Shopping tips for new school year during Wisconsin’s sales tax holiday
It may seem like school just let out, but it’s already time to start thinking about the new school year and shopping for it.
With back-to-school specials running, parents and students are starting to mull over their class supply lists, especially since the Wisconsin sales tax holiday runs from August 1 to 5. During this time period, sales tax is exempt on certain items including some clothing, computers, and school supplies.

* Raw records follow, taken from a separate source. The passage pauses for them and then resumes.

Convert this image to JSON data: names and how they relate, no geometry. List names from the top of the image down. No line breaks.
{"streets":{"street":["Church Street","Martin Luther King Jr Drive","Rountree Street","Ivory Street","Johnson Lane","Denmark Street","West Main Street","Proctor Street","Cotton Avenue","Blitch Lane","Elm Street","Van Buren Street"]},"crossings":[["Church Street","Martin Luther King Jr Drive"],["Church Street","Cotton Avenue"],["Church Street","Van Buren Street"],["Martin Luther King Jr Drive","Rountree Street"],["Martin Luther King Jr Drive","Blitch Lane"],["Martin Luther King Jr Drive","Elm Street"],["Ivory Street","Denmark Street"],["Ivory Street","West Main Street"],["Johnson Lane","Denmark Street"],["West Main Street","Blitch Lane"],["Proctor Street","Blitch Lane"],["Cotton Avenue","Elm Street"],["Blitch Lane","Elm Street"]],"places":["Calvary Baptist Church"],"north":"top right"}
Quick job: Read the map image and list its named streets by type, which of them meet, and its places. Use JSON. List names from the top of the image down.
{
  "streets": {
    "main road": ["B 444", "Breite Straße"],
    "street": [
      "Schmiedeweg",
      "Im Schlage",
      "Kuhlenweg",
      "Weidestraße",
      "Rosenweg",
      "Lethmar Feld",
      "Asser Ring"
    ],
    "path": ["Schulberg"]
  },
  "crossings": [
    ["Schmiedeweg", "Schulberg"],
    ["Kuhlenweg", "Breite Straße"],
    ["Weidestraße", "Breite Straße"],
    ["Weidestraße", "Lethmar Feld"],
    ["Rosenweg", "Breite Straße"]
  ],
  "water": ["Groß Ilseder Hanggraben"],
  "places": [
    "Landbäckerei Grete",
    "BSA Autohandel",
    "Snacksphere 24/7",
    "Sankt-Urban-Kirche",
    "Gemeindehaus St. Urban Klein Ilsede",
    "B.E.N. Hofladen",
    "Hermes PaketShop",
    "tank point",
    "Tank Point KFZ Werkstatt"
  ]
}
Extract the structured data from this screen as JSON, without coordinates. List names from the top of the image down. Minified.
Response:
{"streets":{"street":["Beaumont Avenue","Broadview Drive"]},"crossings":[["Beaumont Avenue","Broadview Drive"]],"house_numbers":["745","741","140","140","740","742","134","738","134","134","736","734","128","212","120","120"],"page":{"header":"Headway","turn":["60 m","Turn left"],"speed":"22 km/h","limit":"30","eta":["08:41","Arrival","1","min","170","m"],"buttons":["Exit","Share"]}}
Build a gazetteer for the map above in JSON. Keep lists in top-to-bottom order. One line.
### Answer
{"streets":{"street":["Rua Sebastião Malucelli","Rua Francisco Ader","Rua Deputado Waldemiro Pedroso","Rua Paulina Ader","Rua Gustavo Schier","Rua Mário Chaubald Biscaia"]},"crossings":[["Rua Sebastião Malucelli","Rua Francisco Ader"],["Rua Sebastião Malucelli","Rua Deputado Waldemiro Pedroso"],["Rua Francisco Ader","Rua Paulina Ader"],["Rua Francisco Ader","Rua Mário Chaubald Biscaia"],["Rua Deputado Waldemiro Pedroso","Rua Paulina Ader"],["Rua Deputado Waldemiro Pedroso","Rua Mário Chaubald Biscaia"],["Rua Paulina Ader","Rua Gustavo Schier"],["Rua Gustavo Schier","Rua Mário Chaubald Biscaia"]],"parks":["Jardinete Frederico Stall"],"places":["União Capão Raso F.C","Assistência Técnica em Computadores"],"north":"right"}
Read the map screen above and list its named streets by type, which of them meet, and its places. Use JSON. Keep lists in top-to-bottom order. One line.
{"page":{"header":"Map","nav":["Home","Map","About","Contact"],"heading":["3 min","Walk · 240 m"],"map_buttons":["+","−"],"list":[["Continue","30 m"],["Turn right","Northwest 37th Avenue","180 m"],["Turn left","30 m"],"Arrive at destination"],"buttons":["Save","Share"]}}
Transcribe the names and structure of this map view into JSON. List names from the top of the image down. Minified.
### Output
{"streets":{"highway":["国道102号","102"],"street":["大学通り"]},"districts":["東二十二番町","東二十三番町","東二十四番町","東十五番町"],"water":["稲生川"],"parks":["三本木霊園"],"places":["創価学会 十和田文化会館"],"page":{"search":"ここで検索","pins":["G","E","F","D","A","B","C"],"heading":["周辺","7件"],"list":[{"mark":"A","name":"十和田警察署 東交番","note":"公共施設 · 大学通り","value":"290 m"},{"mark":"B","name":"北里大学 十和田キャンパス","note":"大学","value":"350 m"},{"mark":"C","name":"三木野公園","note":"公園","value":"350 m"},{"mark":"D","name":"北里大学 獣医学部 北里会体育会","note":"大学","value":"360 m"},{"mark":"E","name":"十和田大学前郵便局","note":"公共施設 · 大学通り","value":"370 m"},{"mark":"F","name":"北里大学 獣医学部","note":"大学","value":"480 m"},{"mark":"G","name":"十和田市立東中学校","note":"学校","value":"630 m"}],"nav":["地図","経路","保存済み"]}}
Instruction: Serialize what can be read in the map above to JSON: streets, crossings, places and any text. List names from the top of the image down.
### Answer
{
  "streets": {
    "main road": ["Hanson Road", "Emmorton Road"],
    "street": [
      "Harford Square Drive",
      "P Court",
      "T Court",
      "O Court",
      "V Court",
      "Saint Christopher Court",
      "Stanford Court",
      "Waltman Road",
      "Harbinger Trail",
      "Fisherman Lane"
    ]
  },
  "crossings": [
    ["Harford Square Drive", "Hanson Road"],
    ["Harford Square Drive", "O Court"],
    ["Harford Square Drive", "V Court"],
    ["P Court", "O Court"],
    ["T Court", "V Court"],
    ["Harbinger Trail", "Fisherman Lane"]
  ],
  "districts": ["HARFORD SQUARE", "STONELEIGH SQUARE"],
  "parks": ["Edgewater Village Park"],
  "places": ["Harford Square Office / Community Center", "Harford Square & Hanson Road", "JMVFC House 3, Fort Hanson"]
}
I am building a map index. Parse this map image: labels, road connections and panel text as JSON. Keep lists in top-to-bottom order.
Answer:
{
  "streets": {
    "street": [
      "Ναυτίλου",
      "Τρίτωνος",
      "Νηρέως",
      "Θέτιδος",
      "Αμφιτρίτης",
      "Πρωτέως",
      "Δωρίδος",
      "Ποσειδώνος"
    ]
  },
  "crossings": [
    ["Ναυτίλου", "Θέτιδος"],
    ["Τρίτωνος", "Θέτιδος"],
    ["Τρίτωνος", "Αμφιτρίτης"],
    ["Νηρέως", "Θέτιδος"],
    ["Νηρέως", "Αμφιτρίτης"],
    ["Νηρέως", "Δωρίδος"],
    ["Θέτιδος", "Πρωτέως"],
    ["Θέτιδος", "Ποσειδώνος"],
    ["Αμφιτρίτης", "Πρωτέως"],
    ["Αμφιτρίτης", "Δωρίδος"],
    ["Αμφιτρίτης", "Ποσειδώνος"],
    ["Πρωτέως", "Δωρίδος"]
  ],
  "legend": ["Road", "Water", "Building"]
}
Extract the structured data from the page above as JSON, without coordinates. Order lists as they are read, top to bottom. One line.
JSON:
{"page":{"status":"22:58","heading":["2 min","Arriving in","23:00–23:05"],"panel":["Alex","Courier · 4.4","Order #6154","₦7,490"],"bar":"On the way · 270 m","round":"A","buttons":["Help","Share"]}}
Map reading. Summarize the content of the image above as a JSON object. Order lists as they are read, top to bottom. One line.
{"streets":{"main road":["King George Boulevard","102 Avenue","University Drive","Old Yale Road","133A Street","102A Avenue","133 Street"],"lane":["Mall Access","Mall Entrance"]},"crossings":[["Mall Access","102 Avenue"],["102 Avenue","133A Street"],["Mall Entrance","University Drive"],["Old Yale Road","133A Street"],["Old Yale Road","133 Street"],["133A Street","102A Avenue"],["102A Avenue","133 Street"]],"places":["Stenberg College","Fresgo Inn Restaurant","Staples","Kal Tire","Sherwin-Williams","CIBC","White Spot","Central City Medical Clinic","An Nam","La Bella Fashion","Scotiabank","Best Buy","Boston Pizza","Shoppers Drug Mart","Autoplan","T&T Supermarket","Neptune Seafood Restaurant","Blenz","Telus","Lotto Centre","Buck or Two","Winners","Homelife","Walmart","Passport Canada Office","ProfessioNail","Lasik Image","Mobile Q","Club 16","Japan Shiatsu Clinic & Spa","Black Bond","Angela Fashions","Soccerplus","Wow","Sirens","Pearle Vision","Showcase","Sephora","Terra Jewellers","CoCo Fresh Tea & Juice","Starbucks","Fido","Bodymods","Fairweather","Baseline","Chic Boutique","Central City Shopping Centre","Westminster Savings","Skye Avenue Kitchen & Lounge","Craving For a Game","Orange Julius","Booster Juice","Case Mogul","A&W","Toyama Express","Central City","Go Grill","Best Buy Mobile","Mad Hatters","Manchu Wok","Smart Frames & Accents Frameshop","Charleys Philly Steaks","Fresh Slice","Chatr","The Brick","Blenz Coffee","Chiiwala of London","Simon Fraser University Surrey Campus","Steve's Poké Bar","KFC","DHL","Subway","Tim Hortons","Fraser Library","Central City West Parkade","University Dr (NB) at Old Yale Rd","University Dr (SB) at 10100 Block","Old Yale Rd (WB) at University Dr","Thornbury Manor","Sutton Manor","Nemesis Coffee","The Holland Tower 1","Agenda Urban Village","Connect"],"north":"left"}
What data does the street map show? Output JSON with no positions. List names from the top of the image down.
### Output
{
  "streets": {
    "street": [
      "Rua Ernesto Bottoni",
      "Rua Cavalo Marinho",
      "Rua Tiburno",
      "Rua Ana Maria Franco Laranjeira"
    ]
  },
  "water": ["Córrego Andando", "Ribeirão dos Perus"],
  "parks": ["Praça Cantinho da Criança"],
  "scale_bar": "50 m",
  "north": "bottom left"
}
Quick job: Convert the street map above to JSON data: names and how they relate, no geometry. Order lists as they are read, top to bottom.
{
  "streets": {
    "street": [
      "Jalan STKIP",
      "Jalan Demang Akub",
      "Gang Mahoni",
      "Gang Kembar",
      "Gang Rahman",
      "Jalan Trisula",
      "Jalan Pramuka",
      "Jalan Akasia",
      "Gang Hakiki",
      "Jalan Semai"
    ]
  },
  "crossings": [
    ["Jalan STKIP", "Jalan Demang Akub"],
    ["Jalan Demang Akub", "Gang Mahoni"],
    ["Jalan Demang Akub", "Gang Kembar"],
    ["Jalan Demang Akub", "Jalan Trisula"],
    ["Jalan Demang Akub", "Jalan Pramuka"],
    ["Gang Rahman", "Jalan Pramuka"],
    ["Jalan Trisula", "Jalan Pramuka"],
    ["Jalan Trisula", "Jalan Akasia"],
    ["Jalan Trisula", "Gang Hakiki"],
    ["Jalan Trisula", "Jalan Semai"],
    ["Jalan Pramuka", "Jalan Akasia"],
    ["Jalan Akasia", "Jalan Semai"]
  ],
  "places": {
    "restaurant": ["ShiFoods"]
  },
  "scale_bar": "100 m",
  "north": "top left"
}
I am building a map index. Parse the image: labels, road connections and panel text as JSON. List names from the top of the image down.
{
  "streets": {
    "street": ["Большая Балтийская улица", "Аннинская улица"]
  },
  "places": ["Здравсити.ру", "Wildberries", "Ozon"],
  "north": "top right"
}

For more than 100 years, the Better Business Bureau has been helping people find businesses, brands and charities they can trust. Better Business Bureau Serving Wisconsin which was founded in 1939 and serves the state of Wisconsin. The following are tips on how to shop smart when starting your back-to-school or back-to-college shopping:
MAKE A LIST
You can either wait for the school supplies list to come out, or start shopping without it. Even if you don’t have the exact list, you should have an idea of what to purchase regarding school clothes, and basic supplies. Jot everything down on a list and stick to it! Impulse buying can jack up your overall total in a hurry.
SHOP YOUR HOME
You may already have some of the items from last year hidden in your home. Why purchase the same thing twice?
RESEARCH BIG TICKET ITEMS
Before purchasing that expensive laptop, tablet or dorm refrigerator, be sure to do your research. Research the brands, warranty, customer reviews and the prices at various stores to be sure you’re getting the best deal. Also check the retailer out with BBB at bbb.org.
LOOK FOR THE SALES
Compare prices between different retail stores, save your coupons, sign up for email alerts and redeem any cash-back or rebate offers. This will help you get the best deals, saving you a nice chunk of dough.
ASK FOR STUDENT DISCOUNTS
Many stores and software companies offer discounts to students that have either an .edu email address or a student ID. Even if you don’t see a discount advertised at the store, it doesn’t hurt to ask.
SHOP IN BULK
Some teachers ask parents to buy bulk items for the entire classroom to use throughout the year. Talk with other parents about what they’re getting, and see if you can all split the cost.
KNOW THE RETURN POLICIES AND SAVE YOUR RECEIPTS
Kids can be fickle. They can love a new shirt yesterday but hate it today. Ask about return policies before making your purchase. Be sure to save your receipts just in case you have to return the item later.
SHOP SAFELY ONLINE
- When shopping from an online website the first step is to make sure the URL starts with “https” and includes a lock symbol. The “s” in “https” stands for secure, that way you know your information is being protected.
- Do your research. An unknown website may offer a similar product at a lower price. The lowest price isn’t always the best route. Check for user reviews and badges for consumer protection agencies.
- Be sure to use your credit card instead of your debit card, as credit cards not only provide additional protection, but it’s also easier to dispute a fraudulent charge.
- Be extremely wary of any website or store that asks for your child’s personal information in order to access special deals.
- If you’re buying supplies through a website like Craigslist, make sure you don’t wire money to someone you’ve not met. Use PayPal if possible, but if you are using cash, make sure you meet in a public place and bring a friend.
- If you use Facebook you know banner ads are all over the place and many ads are even catered to what you like. Some of them, however, are just click bait ads to drive you to a different website where you could potentially be asked to input personal information. Take note of the ad and go to the store’s website directly.
PROTECT YOUR CHILD FROM IDENTITY THEFT
Another thing to think about while getting your kids ready for back-to-school is identity theft. Believe it or not, children are especially good targets because they have zero credit history and no questionable banking transactions in their history. A child can have their ID stolen through their social security number or social insurance number and you may not find out about it for years.
- If a business or school asks for their SIN or SSN, ask questions. Why do they need it and where and how is this information being stored? How long is it being stored and how will it be terminated? Who has access to it?
- Educate your child on being safe if they are active in the online world. Keep detailed personal information off social media profiles.